Айлин вышла из палаты и вернулась, неся довольно большое зеркало в руках.

– Не расстраивайтесь от того, что увидите. Это только пока вы приходите в себя. Скоро отеки спадут, бледность уйдет, и вы вновь станете прежней красавицей, – она повернула зеркало в мою сторону.
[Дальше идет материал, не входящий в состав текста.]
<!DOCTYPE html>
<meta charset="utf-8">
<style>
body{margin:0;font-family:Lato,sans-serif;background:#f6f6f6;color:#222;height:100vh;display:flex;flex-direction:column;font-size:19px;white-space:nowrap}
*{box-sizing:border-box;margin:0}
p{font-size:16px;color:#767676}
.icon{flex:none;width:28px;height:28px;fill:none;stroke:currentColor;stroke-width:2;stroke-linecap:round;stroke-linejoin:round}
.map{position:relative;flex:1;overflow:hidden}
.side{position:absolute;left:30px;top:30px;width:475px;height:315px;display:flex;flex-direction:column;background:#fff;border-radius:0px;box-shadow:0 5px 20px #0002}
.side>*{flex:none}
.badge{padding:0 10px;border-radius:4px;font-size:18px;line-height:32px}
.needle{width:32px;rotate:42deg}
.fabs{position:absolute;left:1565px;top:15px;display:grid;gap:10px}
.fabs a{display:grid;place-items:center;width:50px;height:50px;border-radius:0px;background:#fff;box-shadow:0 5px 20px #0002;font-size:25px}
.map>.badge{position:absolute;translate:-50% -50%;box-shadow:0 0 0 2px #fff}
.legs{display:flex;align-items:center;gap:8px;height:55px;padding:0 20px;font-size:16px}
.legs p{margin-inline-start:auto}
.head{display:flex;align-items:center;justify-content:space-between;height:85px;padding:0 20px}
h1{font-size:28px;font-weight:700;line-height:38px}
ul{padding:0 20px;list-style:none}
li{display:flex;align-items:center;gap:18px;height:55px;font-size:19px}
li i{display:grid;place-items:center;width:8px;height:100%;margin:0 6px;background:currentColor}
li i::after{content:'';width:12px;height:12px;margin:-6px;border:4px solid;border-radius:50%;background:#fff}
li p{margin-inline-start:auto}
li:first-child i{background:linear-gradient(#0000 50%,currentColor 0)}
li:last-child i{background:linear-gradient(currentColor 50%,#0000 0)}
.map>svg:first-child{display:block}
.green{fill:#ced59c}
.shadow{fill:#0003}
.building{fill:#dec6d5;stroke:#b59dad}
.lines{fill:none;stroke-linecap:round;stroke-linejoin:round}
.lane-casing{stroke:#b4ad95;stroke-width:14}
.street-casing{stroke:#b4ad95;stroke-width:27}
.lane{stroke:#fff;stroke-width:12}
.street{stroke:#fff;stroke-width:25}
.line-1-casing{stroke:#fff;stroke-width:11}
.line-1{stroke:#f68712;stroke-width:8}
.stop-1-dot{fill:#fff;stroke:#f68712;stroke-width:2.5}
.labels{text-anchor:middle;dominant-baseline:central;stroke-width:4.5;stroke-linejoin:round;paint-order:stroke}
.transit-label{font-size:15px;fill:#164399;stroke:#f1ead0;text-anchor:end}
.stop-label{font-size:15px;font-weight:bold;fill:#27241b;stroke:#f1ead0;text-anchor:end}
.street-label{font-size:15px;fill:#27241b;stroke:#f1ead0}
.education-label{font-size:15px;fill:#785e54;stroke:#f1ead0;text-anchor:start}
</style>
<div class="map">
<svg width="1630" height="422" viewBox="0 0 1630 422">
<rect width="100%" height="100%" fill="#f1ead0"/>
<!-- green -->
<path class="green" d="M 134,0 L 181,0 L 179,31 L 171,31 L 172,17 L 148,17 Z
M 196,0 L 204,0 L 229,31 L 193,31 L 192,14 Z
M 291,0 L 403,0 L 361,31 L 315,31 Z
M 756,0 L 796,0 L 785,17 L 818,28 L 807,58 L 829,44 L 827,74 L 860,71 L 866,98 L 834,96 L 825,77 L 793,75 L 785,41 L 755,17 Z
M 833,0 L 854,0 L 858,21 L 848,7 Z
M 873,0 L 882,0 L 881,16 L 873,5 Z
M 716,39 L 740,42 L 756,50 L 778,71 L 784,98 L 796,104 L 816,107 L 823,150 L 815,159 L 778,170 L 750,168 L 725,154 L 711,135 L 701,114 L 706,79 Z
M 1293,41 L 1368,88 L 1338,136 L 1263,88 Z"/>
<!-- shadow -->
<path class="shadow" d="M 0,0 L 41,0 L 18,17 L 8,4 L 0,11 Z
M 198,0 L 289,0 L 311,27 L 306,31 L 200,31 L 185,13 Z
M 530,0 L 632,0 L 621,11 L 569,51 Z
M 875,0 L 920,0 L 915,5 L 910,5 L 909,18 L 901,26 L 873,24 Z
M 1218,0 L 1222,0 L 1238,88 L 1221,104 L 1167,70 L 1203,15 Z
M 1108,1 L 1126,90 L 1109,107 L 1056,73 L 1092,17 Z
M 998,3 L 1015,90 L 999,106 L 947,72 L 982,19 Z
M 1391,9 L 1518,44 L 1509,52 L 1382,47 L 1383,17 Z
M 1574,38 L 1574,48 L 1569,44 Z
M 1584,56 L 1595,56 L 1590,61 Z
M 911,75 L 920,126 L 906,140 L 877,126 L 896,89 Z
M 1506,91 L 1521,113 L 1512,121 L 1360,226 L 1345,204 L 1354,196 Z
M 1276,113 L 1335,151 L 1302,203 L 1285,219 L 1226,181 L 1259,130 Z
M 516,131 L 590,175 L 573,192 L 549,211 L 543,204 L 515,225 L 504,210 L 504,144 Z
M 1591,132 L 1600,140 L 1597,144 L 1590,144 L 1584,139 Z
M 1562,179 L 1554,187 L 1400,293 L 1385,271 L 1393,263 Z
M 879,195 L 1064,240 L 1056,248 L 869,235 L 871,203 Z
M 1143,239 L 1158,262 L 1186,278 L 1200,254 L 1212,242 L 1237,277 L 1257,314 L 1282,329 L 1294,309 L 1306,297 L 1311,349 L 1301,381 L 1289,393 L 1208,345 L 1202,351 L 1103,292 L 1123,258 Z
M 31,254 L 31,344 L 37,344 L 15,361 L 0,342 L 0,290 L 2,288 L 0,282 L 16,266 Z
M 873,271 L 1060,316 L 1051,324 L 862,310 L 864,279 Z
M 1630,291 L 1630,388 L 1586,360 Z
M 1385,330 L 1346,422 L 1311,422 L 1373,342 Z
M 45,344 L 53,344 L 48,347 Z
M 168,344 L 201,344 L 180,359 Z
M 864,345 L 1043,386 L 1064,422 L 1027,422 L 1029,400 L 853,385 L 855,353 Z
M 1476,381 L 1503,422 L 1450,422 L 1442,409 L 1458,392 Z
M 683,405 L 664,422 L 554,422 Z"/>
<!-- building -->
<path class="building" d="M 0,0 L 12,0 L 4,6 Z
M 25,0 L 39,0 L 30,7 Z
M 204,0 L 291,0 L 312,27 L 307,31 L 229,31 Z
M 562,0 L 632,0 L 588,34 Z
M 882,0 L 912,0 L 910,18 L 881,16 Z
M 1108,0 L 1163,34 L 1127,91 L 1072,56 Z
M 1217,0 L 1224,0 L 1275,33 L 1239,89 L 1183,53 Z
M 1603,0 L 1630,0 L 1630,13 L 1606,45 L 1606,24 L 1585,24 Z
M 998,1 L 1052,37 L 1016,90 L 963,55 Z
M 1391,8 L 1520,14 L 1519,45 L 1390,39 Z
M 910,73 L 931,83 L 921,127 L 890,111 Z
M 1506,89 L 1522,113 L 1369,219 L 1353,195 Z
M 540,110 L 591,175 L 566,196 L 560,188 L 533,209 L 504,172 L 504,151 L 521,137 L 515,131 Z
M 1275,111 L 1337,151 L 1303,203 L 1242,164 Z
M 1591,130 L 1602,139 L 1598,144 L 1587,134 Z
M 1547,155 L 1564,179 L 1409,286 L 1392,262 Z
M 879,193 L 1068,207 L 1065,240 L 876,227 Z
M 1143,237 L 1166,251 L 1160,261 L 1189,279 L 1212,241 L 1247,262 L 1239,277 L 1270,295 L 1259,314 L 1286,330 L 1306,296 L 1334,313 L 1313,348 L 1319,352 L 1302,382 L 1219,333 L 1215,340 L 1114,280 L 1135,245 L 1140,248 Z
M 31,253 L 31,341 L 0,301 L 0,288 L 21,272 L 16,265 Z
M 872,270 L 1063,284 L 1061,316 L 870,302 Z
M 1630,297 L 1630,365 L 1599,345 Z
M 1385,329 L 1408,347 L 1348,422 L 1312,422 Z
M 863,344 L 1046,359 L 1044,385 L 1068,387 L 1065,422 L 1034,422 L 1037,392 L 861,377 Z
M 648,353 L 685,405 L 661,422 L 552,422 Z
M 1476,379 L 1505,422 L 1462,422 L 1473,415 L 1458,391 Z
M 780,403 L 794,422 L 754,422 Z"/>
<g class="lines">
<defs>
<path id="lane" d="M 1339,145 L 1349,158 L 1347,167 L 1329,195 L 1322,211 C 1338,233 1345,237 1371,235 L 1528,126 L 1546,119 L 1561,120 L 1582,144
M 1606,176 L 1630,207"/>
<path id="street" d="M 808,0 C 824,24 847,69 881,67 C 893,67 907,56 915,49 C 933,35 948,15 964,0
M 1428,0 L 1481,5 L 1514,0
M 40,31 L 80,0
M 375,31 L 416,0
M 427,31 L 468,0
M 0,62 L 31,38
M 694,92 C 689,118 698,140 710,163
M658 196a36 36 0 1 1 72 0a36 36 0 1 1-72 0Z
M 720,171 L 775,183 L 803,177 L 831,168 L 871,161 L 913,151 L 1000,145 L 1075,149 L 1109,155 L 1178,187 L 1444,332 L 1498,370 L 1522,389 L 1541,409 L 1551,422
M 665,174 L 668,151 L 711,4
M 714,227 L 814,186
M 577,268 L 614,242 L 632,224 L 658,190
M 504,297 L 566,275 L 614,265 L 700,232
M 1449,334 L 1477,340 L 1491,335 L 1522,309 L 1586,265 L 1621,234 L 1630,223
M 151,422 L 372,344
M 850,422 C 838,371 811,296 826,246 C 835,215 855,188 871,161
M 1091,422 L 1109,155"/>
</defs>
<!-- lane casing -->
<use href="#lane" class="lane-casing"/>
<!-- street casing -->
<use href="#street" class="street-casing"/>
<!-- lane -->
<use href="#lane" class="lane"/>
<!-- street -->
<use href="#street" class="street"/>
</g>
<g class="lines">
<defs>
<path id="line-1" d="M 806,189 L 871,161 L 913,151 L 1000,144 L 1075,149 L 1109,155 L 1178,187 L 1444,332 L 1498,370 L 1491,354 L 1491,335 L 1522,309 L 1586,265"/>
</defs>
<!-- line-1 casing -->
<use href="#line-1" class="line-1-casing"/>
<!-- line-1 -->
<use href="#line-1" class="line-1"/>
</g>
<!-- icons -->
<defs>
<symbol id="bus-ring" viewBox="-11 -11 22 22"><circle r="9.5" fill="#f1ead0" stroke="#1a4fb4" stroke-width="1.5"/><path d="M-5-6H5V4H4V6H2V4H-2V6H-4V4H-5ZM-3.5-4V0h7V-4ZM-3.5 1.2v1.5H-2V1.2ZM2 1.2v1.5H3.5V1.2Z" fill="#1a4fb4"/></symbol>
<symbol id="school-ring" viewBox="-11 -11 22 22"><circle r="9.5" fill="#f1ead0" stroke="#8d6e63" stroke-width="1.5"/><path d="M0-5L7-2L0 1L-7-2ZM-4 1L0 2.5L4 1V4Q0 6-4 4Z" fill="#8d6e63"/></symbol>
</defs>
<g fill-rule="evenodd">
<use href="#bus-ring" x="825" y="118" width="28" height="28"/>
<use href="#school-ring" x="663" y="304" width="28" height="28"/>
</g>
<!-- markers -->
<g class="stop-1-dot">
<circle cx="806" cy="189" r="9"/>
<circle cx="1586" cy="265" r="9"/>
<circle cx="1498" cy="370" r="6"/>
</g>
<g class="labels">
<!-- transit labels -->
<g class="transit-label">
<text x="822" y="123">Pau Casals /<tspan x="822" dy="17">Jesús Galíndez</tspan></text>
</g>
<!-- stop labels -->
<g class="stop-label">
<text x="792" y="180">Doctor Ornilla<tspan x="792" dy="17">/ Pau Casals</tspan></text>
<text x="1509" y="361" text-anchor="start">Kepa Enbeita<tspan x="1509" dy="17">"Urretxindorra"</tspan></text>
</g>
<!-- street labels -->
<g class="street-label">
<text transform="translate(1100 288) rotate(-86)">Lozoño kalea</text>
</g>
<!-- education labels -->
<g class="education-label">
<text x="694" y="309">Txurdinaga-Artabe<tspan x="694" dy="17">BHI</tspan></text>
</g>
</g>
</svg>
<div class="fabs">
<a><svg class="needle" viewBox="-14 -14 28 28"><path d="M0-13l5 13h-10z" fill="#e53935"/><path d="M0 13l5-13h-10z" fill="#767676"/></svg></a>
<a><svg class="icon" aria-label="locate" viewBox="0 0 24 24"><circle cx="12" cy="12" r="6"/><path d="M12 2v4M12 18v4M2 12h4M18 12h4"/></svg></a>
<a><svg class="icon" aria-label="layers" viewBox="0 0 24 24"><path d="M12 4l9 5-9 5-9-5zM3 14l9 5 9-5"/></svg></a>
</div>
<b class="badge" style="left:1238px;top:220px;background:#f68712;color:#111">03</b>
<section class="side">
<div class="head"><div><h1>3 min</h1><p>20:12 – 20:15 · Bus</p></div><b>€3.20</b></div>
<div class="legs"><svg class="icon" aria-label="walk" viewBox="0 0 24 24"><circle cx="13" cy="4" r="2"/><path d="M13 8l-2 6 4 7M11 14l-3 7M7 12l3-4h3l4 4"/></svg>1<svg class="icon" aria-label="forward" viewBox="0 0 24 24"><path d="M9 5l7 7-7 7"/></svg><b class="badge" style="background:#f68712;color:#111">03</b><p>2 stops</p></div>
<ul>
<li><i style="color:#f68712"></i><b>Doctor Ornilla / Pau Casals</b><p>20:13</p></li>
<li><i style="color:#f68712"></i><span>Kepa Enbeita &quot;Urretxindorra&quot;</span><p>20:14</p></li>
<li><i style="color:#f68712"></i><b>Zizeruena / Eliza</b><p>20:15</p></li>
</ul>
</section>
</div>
Меня затрясло. Из зеркала на меня смотрело незнакомое лицо. Красивое, хоть и бледное до синевы, лицо. Серые, как у Стивена, глаза, правильные черты Рашель, великолепные белокурые волосы. И, самое невероятное, это было лицо совсем юной девушки, вряд ли старше двадцати лет.

Нет, это сон, главное сейчас не паниковать, а сосредоточиться и проснуться. Я так сто раз поступала, когда видела кошмар и понимала, что нужно проснуться. И всегда помогало. Я закрыла глаза и попыталась приказать себе «Очнись!».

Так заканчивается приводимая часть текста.